September 13, 2015
The Studio Museum in Harlem is different from any museums that I can remember visiting. It is a museum that specializes in presenting contemporary artists from one cultural group — African Americans — without the cultural history you would see for instance, at the Rubin Museum or the National Museum of the American Indian, or the Jewish Museum. This exhibit, Stanley Whitney: Dance the Orange, embodies this approach, in that Stanley Whitney does not, it seems, make his art primarily as a statement about the African American experience. While some of the painting titles relate to African American music and culture (e.g. james brown sacrifice to apollo” or “My Tina Turner”), Stanley chose these names after the paintings were complete. I think this is in contrast to the Norman Lewis exhibit I wrote about — Lewis was trying to evoke black culture and Jazz specifically in his abstract painting, while Stanley is as influenced by the colors Harlem as by his sunny second home in Parma, Italy.
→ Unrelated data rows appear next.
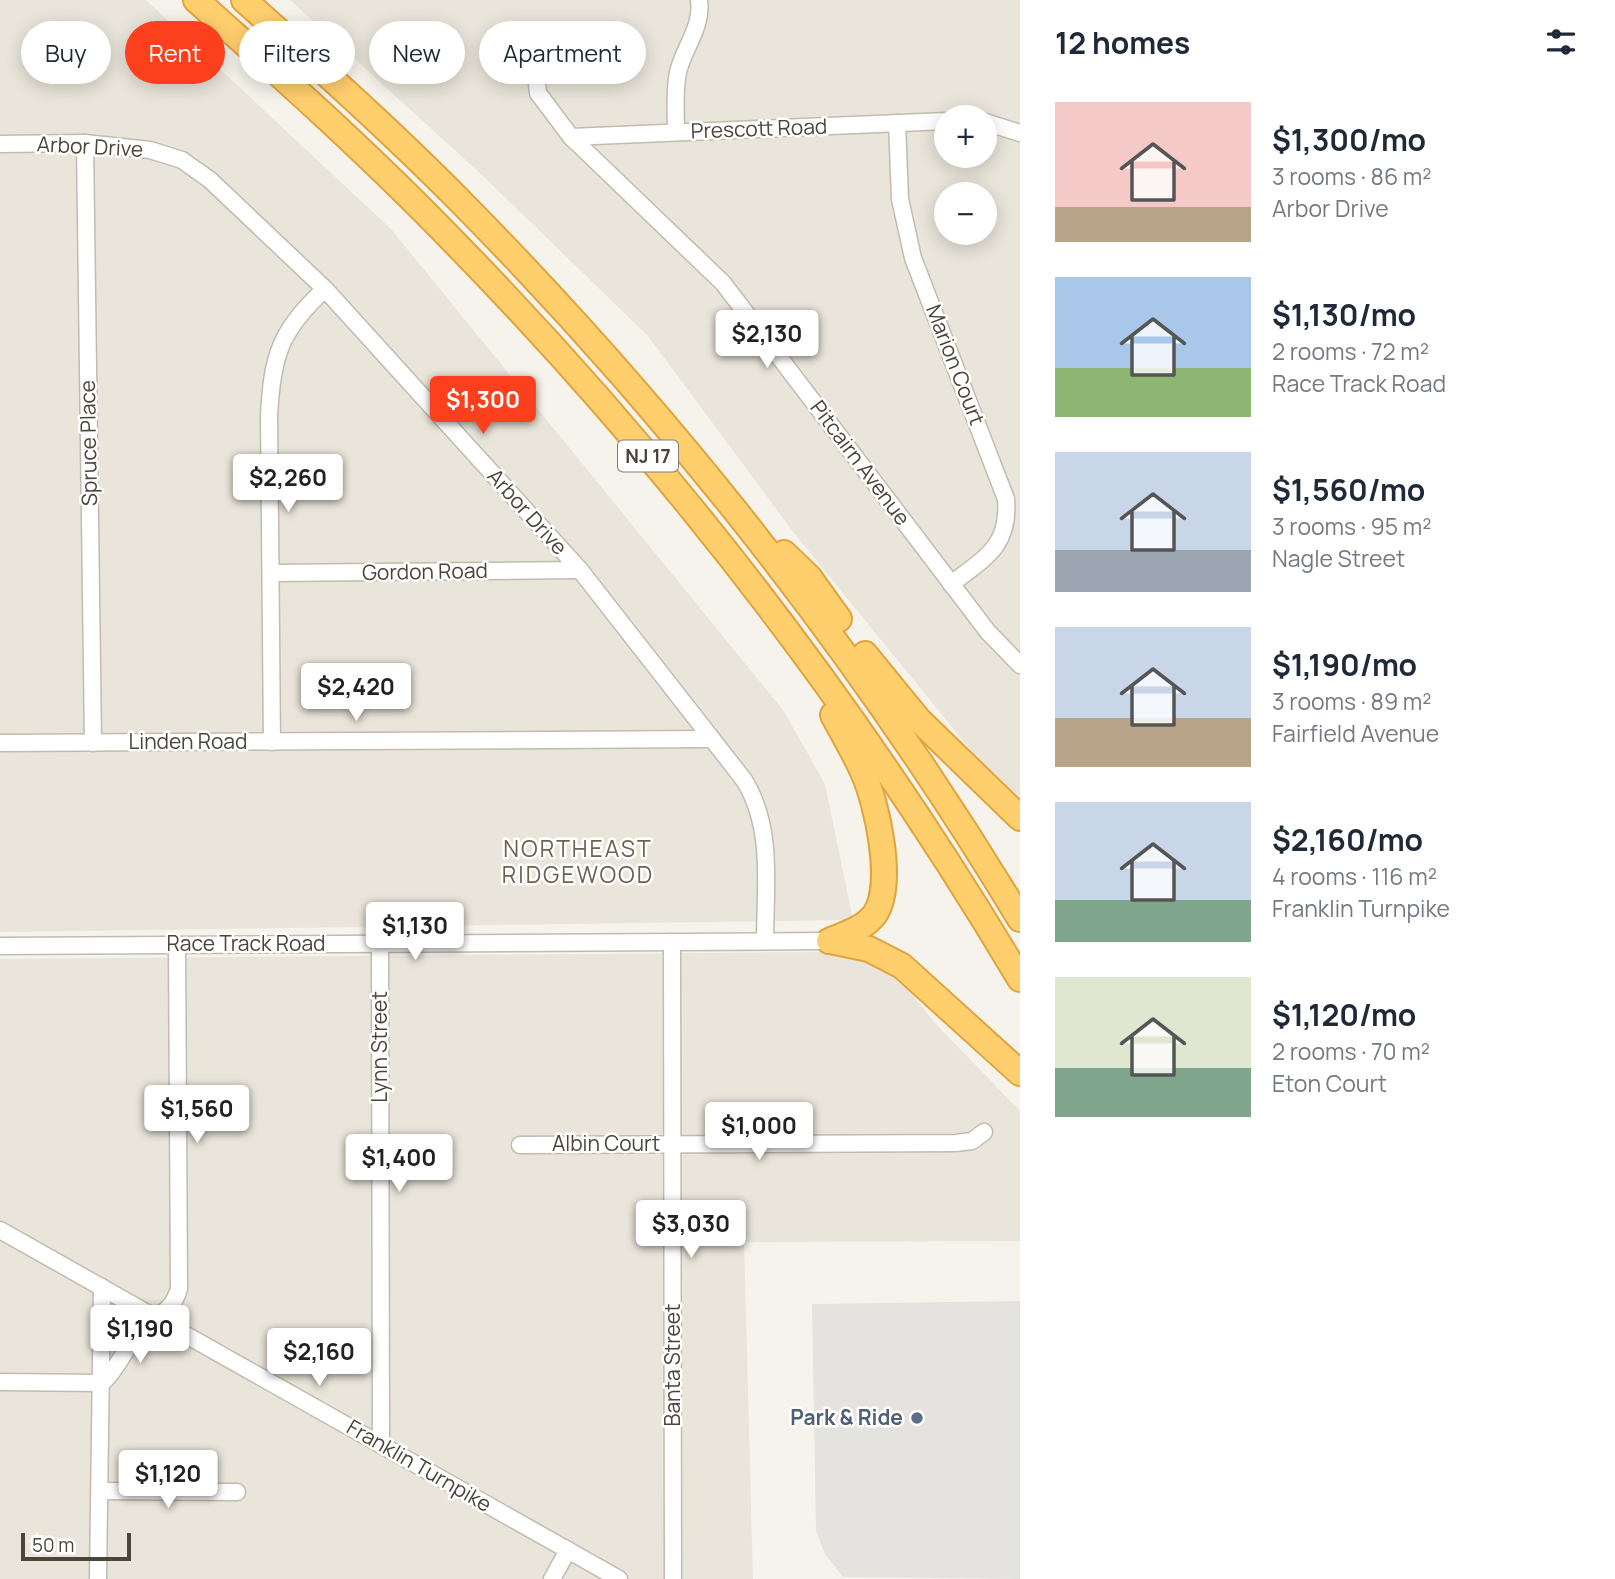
<!DOCTYPE html>
<meta charset="utf-8">
<style>
:root{--surface:#fff;--page:#f6f6f7;--text:#1f2937;--muted:#747a83;--accent:#fc3f1d}
body{margin:0;font-family:Manrope,sans-serif;background:var(--page);color:var(--text);height:100vh;display:flex;flex-direction:column;font-size:26px;white-space:nowrap}
*{box-sizing:border-box;margin:0}
p{font-size:23px;color:var(--muted)}
.icon{flex:none;width:38px;height:38px;fill:none;stroke:currentColor;stroke-width:2;stroke-linecap:round;stroke-linejoin:round}
.map{position:relative;flex:1;overflow:hidden}
.details{display:flex;flex-direction:column;background:var(--surface);width:595px}
.details>*{flex:none}
.top-card{position:absolute;left:21px;top:21px;width:665px;height:63px;display:flex;gap:14px}
.buttons{position:absolute;left:934px;top:105px;display:grid;gap:14px}
.buttons a{display:grid;place-items:center;width:63px;height:63px;border-radius:50%;background:var(--surface);box-shadow:0 4px 18px #0003;font-size:35px}
.scale{position:absolute;left:21px;bottom:18px;width:110px;box-sizing:border-box;padding-left:7px;border:4px solid #4b4439;border-top:0;font-size:19px;line-height:24px;white-space:nowrap;color:#4b4439;-webkit-text-stroke:5px #fff;paint-order:stroke}
.price{position:absolute;translate:-50% -60px;padding:0 16px;border-radius:7px;background:#fff;color:#222;font-size:23px;line-height:46px;filter:drop-shadow(0 2px 4px #0008)}
.price::after{content:'';position:absolute;left:50%;top:42px;width:21px;height:16px;margin-left:-10px;background:inherit;clip-path:polygon(0 0,100% 0,50% 100%)}
.price.active{background:var(--accent);color:#fff}
ul{padding:0;list-style:none}
li{display:flex;align-items:center;gap:21px;height:175px;padding:0 35px}
li span{display:grid;place-items:center;flex:none;width:196px;height:140px;border-radius:0px;color:#555}
li>.icon{margin-inline-start:auto}
span .icon{width:84px;height:84px;fill:#fffc;stroke-width:1}
li b{font-size:30px}
h2{display:flex;justify-content:space-between;align-items:center;height:84px;padding:0 35px;font-size:30px}
.chip{padding:0 24px;border-radius:32px;background:var(--surface);box-shadow:0 4px 18px #0003;font-size:24px;line-height:63px}
.chip.active{background:var(--accent);color:#fff}
main{display:flex;flex:1;min-height:0}
.map>svg:first-child{display:block}
.residential{fill:#eae5da;fill-rule:evenodd}
.parking{fill:#e5e3e0}
.lines{fill:none;stroke-linecap:round;stroke-linejoin:round}
.minor-casing{stroke:#c2bbae;stroke-width:19}
.highway-casing{stroke:#e0a43c;stroke-width:28}
.minor{stroke:#fff;stroke-width:16}
.highway{stroke:#ffcf6e;stroke-width:24}
.service-dot{fill:#5c6f8a;stroke:#fff;stroke-width:2.5}
.labels{text-anchor:middle;stroke-width:5;stroke-linejoin:round;paint-order:stroke}
.shield{fill:#fff;stroke:#817c74;stroke-width:2}
.shield-label{font-size:19px;font-weight:bold;fill:#4b4439}
.street-label{font-size:21px;fill:#4b4439;stroke:#fff}
.service-label{font-size:21px;font-weight:bold;fill:#4e5e75;stroke:#fff;text-anchor:end}
.neighbourhood-label{font-size:23px;letter-spacing:2px;fill:#6e6250;stroke:#fff}
</style>
<main>
<div class="map">
<svg width="1020" height="1579" viewBox="0 0 1020 1579">
<rect width="100%" height="100%" fill="#f6f3ec"/>
<g class="residential">
<polygon points="0,0 146,0 391,229 783,710 825,784 853,920 0,932"/>
<path d="M290 0H1020V798L974 754 794 533 648 336 482 175ZM947 117H985V156H947ZM947 194H985V233H947Z"/>
<polygon points="825,952 871,962 902,981 933,1021 1020,1111 1020,1241 744,1242 753,1579 0,1579 0,959"/>
</g>
<polygon class="parking" points="1020,1301 1020,1579 843,1577 825,1554 816,1531 812,1304"/>
<g class="lines">
<defs>
<g id="minor">
<polyline points="536,75 538,93 571,137 723,283 988,632 1020,665"/>
<polyline points="985,122 1020,133"/>
<path d="M897 123 900 199 913 258 1006 499C1010 546 985 558 951 584"/>
<path d="M676 132C676 113 674 92 678 72 684 47 703 27 699 0"/>
<polyline points="571,137 947,121"/>
<polyline points="85,143 93,743"/>
<path d="M0 144 85 143 150 150 182 160 210 180 325 289 580 570 744 780C774 828 765 887 765 941"/>
<polyline points="271,573 580,570"/>
<path d="M272 742 269 416C272 356 280 330 325 289"/>
<polyline points="0,743 712,739"/>
<polyline points="672,942 673,1579"/>
<polyline points="380,944 381,1444"/>
<polyline points="0,946 829,941"/>
<polyline points="520,1145 956,1143 972,1141 984,1132"/>
<polyline points="0,1230 619,1579"/>
<polyline points="0,1382 102,1383"/>
<path d="M102 1383C119 1368 126 1345 142 1329 158 1313 171 1314 179 1289L177 945"/>
<polyline points="100,1491 237,1492"/>
<polyline points="98,1579 102,1287"/>
<polyline points="552,1579 568,1550"/>
</g>
<g id="highway">
<path d="M196 0C285 79 373 158 455 243 672 465 861 712 1020 979"/>
<path d="M244 0C318 66 392 132 462 203 675 419 863 659 1020 919"/>
<polyline points="784,553 809,577 839,619"/>
<polyline points="865,654 919,720 1020,818"/>
<path d="M829 941C845 934 864 929 875 914 895 884 877 803 863 772 854 752 843 734 833 715"/>
<polyline points="830,941 869,949 902,966 1020,1073"/>
</g>
</defs>
<use href="#minor" class="minor-casing"/>
<use href="#highway" class="highway-casing"/>
<use href="#minor" class="minor"/>
<use href="#highway" class="highway"/>
</g>
<circle class="service-dot" cx="917" cy="1418" r="7"/>
<g class="labels">
<rect class="shield" x="618" y="440.5" width="60" height="31" rx="5"/>
<g class="shield-label">
<text x="648" y="463">NJ 17</text>
</g>
<g class="street-label">
<text transform="translate(759 129) rotate(-2)" y="7">Prescott Road</text>
<text transform="translate(90 147) rotate(3)" y="7">Arbor Drive</text>
<text transform="translate(955 365) rotate(69)" y="7">Marion Court</text>
<text transform="translate(89 443) rotate(-91)" y="7">Spruce Place</text>
<text transform="translate(860 463) rotate(53)" y="7">Pitcairn Avenue</text>
<text transform="translate(527 512) rotate(48)" y="7">Arbor Drive</text>
<text transform="translate(425 572) rotate(-1)" y="7">Gordon Road</text>
<text x="188" y="749">Linden Road</text>
<text x="246" y="951">Race Track Road</text>
<text transform="translate(380 1047) rotate(-90)" y="7">Lynn Street</text>
<text x="606" y="1151">Albin Court</text>
<text transform="translate(673 1365) rotate(-90)" y="7">Banta Street</text>
<text transform="translate(419 1466) rotate(30)" y="7">Franklin Turnpike</text>
</g>
<g class="service-label">
<text x="903" y="1425">Park &amp; Ride</text>
</g>
<g class="neighbourhood-label">
<text x="578" y="857">NORTHEAST<tspan x="578" dy="26">RIDGEWOOD</tspan></text>
</g>
</g>
</svg>
<div class="buttons">
<a>+</a>
<a>−</a>
</div>
<div class="scale">50 m</div>
<b class="price" style="left:767px;top:370px">$2,130</b>
<b class="price active" style="left:483px;top:436px">$1,300</b>
<b class="price" style="left:288px;top:514px">$2,260</b>
<b class="price" style="left:356px;top:723px">$2,420</b>
<b class="price" style="left:415px;top:962px">$1,130</b>
<b class="price" style="left:197px;top:1145px">$1,560</b>
<b class="price" style="left:759px;top:1162px">$1,000</b>
<b class="price" style="left:399px;top:1194px">$1,400</b>
<b class="price" style="left:691px;top:1260px">$3,030</b>
<b class="price" style="left:140px;top:1365px">$1,190</b>
<b class="price" style="left:319px;top:1388px">$2,160</b>
<b class="price" style="left:168px;top:1510px">$1,120</b>
<div class="top-card">
<a class="chip">Buy</a>
<a class="chip active">Rent</a>
<a class="chip">Filters</a>
<a class="chip">New</a>
<a class="chip">Apartment</a>
</div>
</div>
<section class="details">
<h2>12 homes<svg class="icon" aria-label="filters" viewBox="0 0 24 24"><path d="M4 7h16M4 17h16"/><circle cx="9" cy="7" r="2"/><circle cx="15" cy="17" r="2"/></svg></h2>
<ul>
<li><span style="background:linear-gradient(#f6c9c9 75%,#b9a48a 0)"><svg class="icon" aria-label="home" viewBox="0 0 24 24"><path d="M3 11l9-7 9 7M6 9v11h12V9"/></svg></span><div><b>$1,300/mo</b><p>3 rooms · 86 m²</p><p>Arbor Drive</p></div></li>
<li><span style="background:linear-gradient(#a9c7e8 65%,#8fb573 0)"><svg class="icon" aria-label="home" viewBox="0 0 24 24"><path d="M3 11l9-7 9 7M6 9v11h12V9"/></svg></span><div><b>$1,130/mo</b><p>2 rooms · 72 m²</p><p>Race Track Road</p></div></li>
<li><span style="background:linear-gradient(#c9d6e8 70%,#9aa5b1 0)"><svg class="icon" aria-label="home" viewBox="0 0 24 24"><path d="M3 11l9-7 9 7M6 9v11h12V9"/></svg></span><div><b>$1,560/mo</b><p>3 rooms · 95 m²</p><p>Nagle Street</p></div></li>
<li><span style="background:linear-gradient(#c9d6e8 65%,#b9a48a 0)"><svg class="icon" aria-label="home" viewBox="0 0 24 24"><path d="M3 11l9-7 9 7M6 9v11h12V9"/></svg></span><div><b>$1,190/mo</b><p>3 rooms · 89 m²</p><p>Fairfield Avenue</p></div></li>
<li><span style="background:linear-gradient(#c9d6e8 70%,#7fa58c 0)"><svg class="icon" aria-label="home" viewBox="0 0 24 24"><path d="M3 11l9-7 9 7M6 9v11h12V9"/></svg></span><div><b>$2,160/mo</b><p>4 rooms · 116 m²</p><p>Franklin Turnpike</p></div></li>
<li><span style="background:linear-gradient(#dfe7d0 65%,#7fa58c 0)"><svg class="icon" aria-label="home" viewBox="0 0 24 24"><path d="M3 11l9-7 9 7M6 9v11h12V9"/></svg></span><div><b>$1,120/mo</b><p>2 rooms · 70 m²</p><p>Eton Court</p></div></li>
</ul>
</section>
</main>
I fell in love with these paintings. They have some of the serene beauty of a Rothko, but Stanley Whitney’s paintings are not all harmony — there is a dissonance in his use of color and the way that some of the color fields in the asymmetric grids are truncated creates tension, not serenity. And while he is doing color experiments similar in some ways to artists like Joseph Albers or an Elsworth Kelly, his expressionistic brushwork takes us away from the realm of formalists. I think that these dualities are what draw me to his paintings.
The exhibit also included a series of black and white gouaches where the artist was experimenting with the grid, presumably in preparation for the large color oil painting. Like the oils, these are done with big brush strokes, and have a warmth and playfulness that I would not expect from formal grid experiments.
While I, a white man, can’t say if the painting in this exhibit does or does not evoke the African American experience in some abstract way, but I do know that they had a lot of appeal to me.